Mr. Adam reached across to his little shelf and picked up one of his instruments. I closed my eyes. I didn’t want to see it. Then he grasped my tooth with it and pressed down into the gum. Nothing moved. I looked up into his face anxiously. I could see right up into his nose. I could see little hairs in there, which were sticking out. I could see something else in there too but I looked away. I looked at his forehead. It looked sweaty. Realising he was nervous too, I felt more anxious. The mask he had over his mouth went in and out with his breathing.
He tried again, still no movement. Ten minutes went by. Then he announced: –
“The roots of this tooth are wrapped around your jaw. I will just have to free them for you.”

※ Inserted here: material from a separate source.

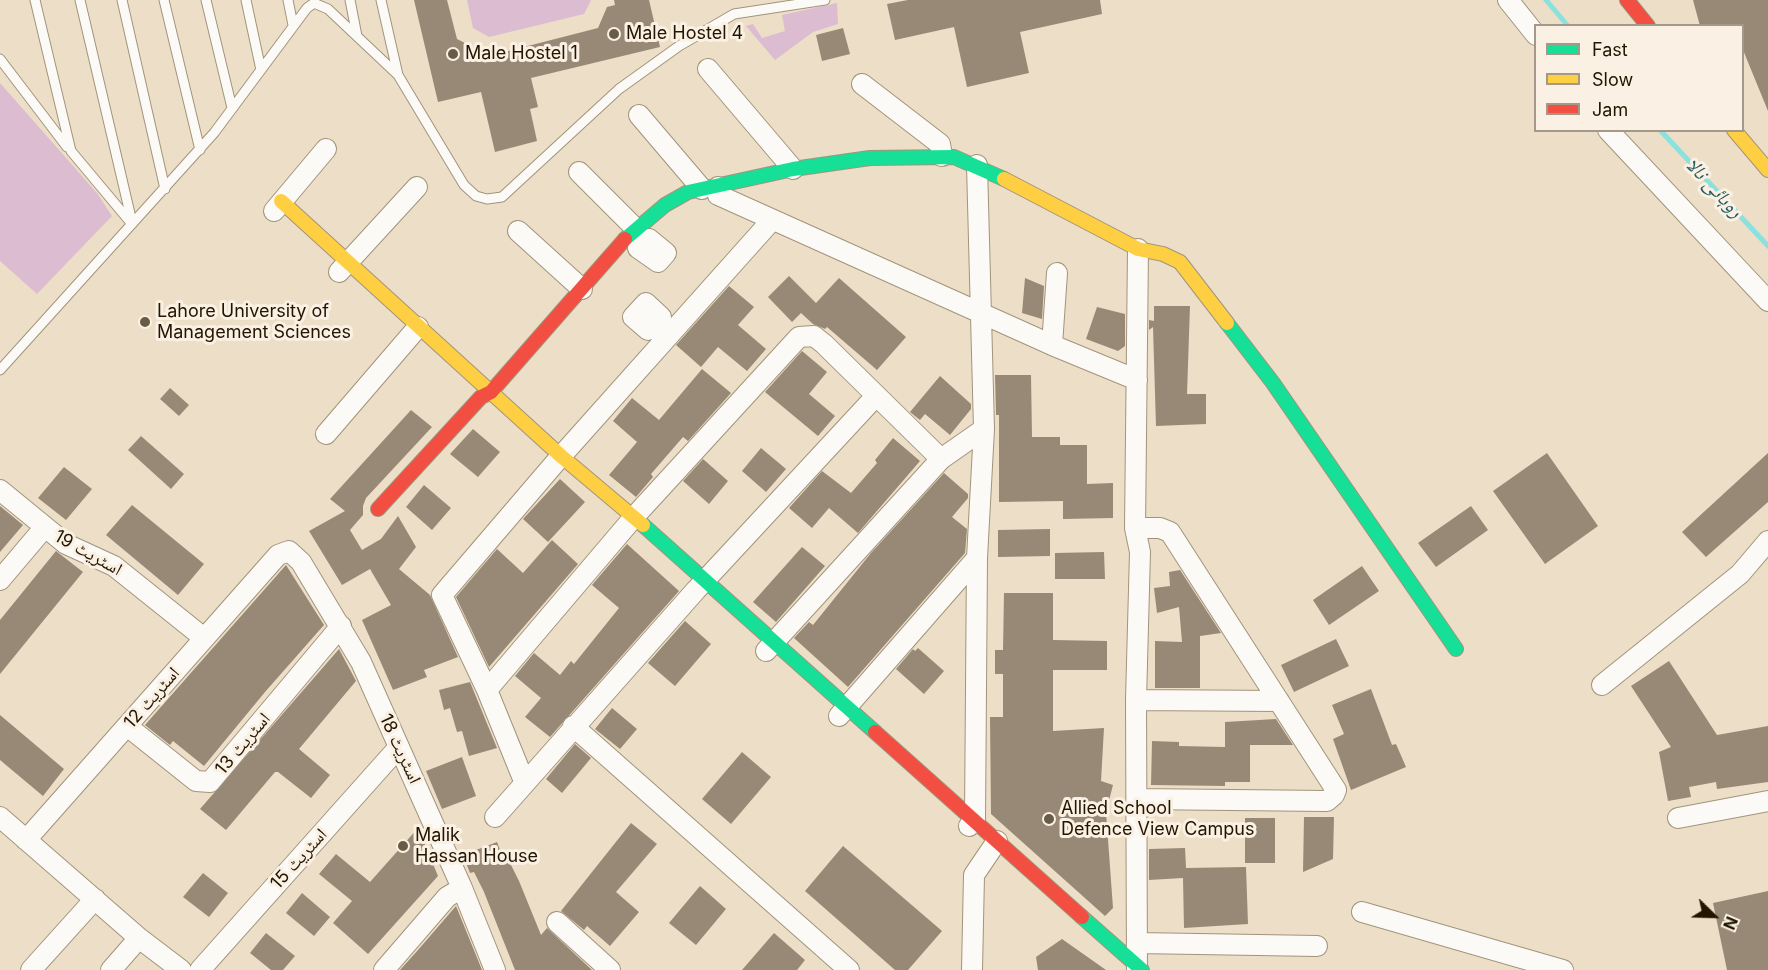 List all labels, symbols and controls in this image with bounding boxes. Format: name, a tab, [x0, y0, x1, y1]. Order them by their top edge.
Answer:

By this he meant that he would have to saw through them with a miniature saw, only it didn’t look miniature when he held it up to my mouth. He started to saw. I felt no pain, only anxiety. My heart began to pound. Blood filled my mouth. There was still no movement. My tooth was proving difficult and that is an understatement.
I had visions of tooth roots like snakes winding round and round my jaw bone. In my imagination the roots grew longer and longer…
Another five minutes went by. Mr. Adam scratched his head.
“I just want to pop downstairs a minute and speak with Mr. Johnson, the senior partner. I won’t be long.”
He left the room, leaving me in a panic. Tears sprang from my eyes and rolled down my cheeks. My whole face felt numb but I knew that the numbness wouldn’t last for long.
When Mr. Adam returned, he had Mr. Johnson with him. Mr. Johnson looked inside my mouth and frowned.
“Try cutting into the jaw to free the roots,” he suggested.
Mr. Adam looked reluctant to do that but Mr. Johnson remained where he was and once again Mr. Adam sat in his seat. He took out the saw and sawed again. I nearly passed out. At this point I started to pray.
“Please God, if I get out of here alive, I will promise to be a good citizen every day for the rest of my life, only please spare me, I beseech you.”
My back was running with sweat, the tears were running. I was terrified. Hell had found me in that dentist’s chair.
“Make haste,” said Mr. Johnson. “The anaesthetic will soon be wearing off.
At last the sawing stopped. The tooth came out. Mr. Adam packed it. That means he took from a sterile tray, a small hard lump of dressing about the size of a peanut and placed it in the hole where the tooth had been to staunch the blood.
I heard the tooth fall into a tray with a clink. It was the best sound I had heard in a long time.
“All done, Mrs. Smith. You’ve been very brave.”
I was speechless. Slowly my head was raised to the normal position as the chair moved downwards. I could feel the sensations returning.
“It might be an idea to have an aspirin when you get home,” suggested Mr. Adam.
Mr. Johnson left the room and returned to his own patients.
Fumbling in my pocket, I found a large white handkerchief, which I placed against my mouth. My legs felt weak and I doubted that I would be able to stand up.
Somehow, I managed to lift myself off the chair and walk to the waiting room, where a host of anxious people were waiting. I realised that I had held them all up and they would all be late. David was waiting for me, playing with some bricks, which had been provided for the children.
Together we walked out of the surgery, down the steps and up the road to our home.